_SUPPLIED DATA_
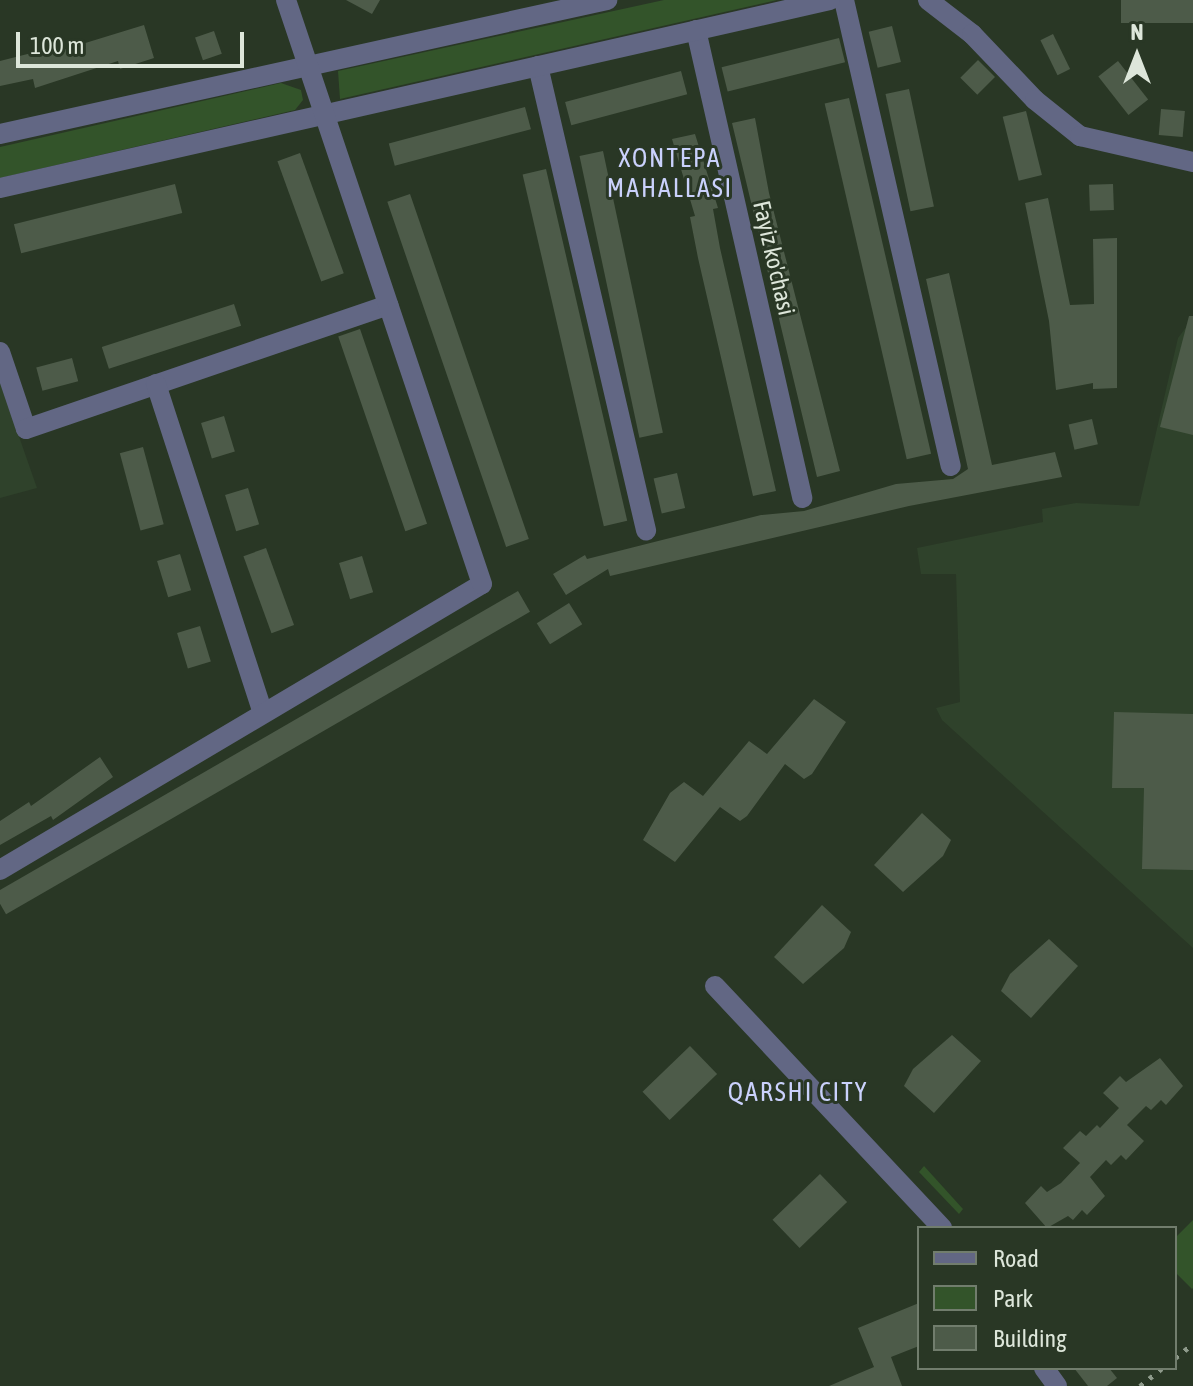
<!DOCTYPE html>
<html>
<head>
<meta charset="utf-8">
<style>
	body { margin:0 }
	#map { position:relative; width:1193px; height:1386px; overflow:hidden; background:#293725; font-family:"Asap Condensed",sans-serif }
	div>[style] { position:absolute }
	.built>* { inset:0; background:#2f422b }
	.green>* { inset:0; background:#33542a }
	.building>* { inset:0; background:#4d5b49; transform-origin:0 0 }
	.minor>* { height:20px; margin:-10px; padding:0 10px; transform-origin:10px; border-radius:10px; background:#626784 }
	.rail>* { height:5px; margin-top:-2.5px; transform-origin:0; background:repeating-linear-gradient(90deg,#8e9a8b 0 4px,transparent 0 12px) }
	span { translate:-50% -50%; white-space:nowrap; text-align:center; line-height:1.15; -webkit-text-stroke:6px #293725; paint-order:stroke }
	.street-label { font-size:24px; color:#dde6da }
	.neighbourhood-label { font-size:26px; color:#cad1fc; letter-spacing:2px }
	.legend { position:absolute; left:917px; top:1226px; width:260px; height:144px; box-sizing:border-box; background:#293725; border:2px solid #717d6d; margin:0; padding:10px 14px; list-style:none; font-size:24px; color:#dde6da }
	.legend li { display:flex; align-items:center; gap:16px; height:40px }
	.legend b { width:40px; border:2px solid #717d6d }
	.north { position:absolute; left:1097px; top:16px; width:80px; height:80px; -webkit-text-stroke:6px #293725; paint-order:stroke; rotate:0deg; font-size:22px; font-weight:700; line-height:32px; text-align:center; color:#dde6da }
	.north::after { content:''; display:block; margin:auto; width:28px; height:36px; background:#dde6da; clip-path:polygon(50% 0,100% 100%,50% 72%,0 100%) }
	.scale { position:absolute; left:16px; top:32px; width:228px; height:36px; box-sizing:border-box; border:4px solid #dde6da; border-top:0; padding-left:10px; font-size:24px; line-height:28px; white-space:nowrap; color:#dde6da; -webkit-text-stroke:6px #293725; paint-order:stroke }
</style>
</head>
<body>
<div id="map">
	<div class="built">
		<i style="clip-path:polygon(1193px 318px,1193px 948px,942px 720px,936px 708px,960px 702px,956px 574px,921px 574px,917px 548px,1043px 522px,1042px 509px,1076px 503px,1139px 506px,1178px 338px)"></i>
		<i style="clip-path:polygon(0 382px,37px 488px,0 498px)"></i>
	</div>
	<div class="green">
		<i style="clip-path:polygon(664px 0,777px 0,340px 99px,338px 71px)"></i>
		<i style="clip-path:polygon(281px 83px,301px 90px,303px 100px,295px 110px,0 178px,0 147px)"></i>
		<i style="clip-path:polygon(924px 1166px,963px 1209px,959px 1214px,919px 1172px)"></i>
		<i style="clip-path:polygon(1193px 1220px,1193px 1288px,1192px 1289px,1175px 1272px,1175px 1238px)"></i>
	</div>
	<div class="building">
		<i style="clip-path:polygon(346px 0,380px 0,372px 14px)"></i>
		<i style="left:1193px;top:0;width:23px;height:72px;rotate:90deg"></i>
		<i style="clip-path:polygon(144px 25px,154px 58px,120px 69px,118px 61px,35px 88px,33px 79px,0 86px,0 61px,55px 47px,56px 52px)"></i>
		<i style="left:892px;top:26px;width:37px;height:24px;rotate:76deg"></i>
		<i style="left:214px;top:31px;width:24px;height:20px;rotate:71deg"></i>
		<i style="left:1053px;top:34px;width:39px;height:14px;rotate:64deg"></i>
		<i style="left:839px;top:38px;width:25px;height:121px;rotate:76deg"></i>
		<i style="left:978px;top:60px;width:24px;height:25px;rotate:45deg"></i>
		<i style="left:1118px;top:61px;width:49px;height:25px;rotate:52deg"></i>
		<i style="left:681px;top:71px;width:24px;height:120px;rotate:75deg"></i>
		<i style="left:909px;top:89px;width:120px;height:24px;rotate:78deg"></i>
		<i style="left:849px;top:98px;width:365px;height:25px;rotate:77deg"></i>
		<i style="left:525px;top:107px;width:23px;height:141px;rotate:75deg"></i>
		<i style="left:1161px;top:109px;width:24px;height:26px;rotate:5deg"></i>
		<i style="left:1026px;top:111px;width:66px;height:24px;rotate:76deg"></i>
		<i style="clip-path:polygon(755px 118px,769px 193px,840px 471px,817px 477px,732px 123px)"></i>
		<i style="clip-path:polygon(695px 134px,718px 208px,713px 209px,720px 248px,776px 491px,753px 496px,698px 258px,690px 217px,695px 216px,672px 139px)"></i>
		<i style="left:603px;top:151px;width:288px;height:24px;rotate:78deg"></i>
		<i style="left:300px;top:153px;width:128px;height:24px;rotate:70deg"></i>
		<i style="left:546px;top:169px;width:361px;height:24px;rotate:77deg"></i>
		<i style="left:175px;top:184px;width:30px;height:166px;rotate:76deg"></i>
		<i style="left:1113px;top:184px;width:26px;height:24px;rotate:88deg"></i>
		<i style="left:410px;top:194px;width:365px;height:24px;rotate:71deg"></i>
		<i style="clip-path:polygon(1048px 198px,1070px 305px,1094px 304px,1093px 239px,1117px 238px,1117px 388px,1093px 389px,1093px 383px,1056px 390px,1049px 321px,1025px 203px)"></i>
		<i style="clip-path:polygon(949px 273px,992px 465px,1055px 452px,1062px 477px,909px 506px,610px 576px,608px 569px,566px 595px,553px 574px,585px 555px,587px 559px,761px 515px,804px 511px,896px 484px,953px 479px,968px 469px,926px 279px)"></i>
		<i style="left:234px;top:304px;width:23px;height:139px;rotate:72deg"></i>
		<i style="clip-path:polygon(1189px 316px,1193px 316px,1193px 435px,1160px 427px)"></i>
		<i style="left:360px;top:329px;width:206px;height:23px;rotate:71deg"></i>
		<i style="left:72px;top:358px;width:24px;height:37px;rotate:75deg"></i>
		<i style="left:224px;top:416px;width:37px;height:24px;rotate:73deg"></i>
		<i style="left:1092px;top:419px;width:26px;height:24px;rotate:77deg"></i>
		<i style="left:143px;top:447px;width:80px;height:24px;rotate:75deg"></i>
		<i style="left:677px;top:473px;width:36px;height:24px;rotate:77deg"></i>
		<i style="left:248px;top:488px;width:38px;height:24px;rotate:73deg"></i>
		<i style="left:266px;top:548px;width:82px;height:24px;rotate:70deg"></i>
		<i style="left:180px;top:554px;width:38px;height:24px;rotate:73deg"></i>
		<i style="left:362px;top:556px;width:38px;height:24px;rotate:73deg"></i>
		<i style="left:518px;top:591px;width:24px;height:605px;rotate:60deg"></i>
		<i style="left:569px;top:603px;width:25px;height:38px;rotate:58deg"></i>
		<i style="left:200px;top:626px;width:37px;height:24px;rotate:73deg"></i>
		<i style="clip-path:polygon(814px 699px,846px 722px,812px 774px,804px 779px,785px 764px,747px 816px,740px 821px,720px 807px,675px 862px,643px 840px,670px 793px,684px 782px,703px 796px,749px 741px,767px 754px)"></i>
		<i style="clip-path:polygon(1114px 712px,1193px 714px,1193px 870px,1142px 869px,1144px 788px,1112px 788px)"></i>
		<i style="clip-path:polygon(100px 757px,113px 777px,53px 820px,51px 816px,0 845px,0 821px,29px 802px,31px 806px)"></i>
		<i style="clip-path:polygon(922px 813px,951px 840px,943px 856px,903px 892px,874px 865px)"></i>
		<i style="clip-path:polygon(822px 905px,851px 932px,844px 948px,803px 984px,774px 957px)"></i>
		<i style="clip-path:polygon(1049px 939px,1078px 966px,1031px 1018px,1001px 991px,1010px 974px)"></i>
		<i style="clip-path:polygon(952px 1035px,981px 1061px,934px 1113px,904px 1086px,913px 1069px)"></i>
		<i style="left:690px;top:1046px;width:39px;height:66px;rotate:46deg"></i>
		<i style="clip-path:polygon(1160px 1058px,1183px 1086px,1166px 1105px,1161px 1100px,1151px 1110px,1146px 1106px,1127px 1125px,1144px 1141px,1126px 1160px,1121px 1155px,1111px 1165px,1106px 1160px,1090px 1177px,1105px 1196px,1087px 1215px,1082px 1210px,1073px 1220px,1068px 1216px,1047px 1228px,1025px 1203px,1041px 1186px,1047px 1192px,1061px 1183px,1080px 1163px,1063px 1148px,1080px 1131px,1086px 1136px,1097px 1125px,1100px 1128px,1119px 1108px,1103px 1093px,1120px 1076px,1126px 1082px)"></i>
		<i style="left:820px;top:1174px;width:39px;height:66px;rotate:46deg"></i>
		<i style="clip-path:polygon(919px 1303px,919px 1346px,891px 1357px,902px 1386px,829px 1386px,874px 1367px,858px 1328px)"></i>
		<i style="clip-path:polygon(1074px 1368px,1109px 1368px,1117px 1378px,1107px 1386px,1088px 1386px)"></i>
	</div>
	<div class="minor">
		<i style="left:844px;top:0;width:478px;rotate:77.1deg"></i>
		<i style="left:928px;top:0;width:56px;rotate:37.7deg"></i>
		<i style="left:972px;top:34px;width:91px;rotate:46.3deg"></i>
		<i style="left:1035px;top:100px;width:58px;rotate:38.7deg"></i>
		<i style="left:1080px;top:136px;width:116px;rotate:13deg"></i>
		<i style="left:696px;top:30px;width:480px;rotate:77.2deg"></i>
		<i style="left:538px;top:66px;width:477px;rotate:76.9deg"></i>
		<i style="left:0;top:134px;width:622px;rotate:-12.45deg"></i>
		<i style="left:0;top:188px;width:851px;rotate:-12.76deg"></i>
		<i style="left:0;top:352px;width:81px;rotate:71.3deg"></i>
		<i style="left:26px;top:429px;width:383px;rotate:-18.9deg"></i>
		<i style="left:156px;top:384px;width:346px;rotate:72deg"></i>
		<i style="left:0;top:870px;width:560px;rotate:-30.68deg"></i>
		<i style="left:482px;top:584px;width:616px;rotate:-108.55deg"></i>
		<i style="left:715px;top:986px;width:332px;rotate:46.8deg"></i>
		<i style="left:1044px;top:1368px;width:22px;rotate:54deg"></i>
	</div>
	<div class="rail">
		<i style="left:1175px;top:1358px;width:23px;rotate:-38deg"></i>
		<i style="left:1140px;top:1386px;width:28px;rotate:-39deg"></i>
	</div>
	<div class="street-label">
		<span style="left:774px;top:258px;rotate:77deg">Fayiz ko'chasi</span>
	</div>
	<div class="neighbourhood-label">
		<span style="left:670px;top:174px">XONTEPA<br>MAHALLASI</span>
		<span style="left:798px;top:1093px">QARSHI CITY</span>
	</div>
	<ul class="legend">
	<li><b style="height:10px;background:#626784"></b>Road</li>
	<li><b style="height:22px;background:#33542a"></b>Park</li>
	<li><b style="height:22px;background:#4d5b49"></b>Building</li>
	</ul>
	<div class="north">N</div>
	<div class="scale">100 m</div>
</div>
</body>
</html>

_EXERCISE DETAILS_
Give exactly those lines of the listing that run from its first line through the line with "display:flex; align-items:center; gap:16px;", leaving each picture out.

_FINISHED TASK_
<!DOCTYPE html>
<html>
<head>
<meta charset="utf-8">
<style>
	body { margin:0 }
	#map { position:relative; width:1193px; height:1386px; overflow:hidden; background:#293725; font-family:"Asap Condensed",sans-serif }
	div>[style] { position:absolute }
	.built>* { inset:0; background:#2f422b }
	.green>* { inset:0; background:#33542a }
	.building>* { inset:0; background:#4d5b49; transform-origin:0 0 }
	.minor>* { height:20px; margin:-10px; padding:0 10px; transform-origin:10px; border-radius:10px; background:#626784 }
	.rail>* { height:5px; margin-top:-2.5px; transform-origin:0; background:repeating-linear-gradient(90deg,#8e9a8b 0 4px,transparent 0 12px) }
	span { translate:-50% -50%; white-space:nowrap; text-align:center; line-height:1.15; -webkit-text-stroke:6px #293725; paint-order:stroke }
	.street-label { font-size:24px; color:#dde6da }
	.neighbourhood-label { font-size:26px; color:#cad1fc; letter-spacing:2px }
	.legend { position:absolute; left:917px; top:1226px; width:260px; height:144px; box-sizing:border-box; background:#293725; border:2px solid #717d6d; margin:0; padding:10px 14px; list-style:none; font-size:24px; color:#dde6da }
	.legend li { display:flex; align-items:center; gap:16px; height:40px }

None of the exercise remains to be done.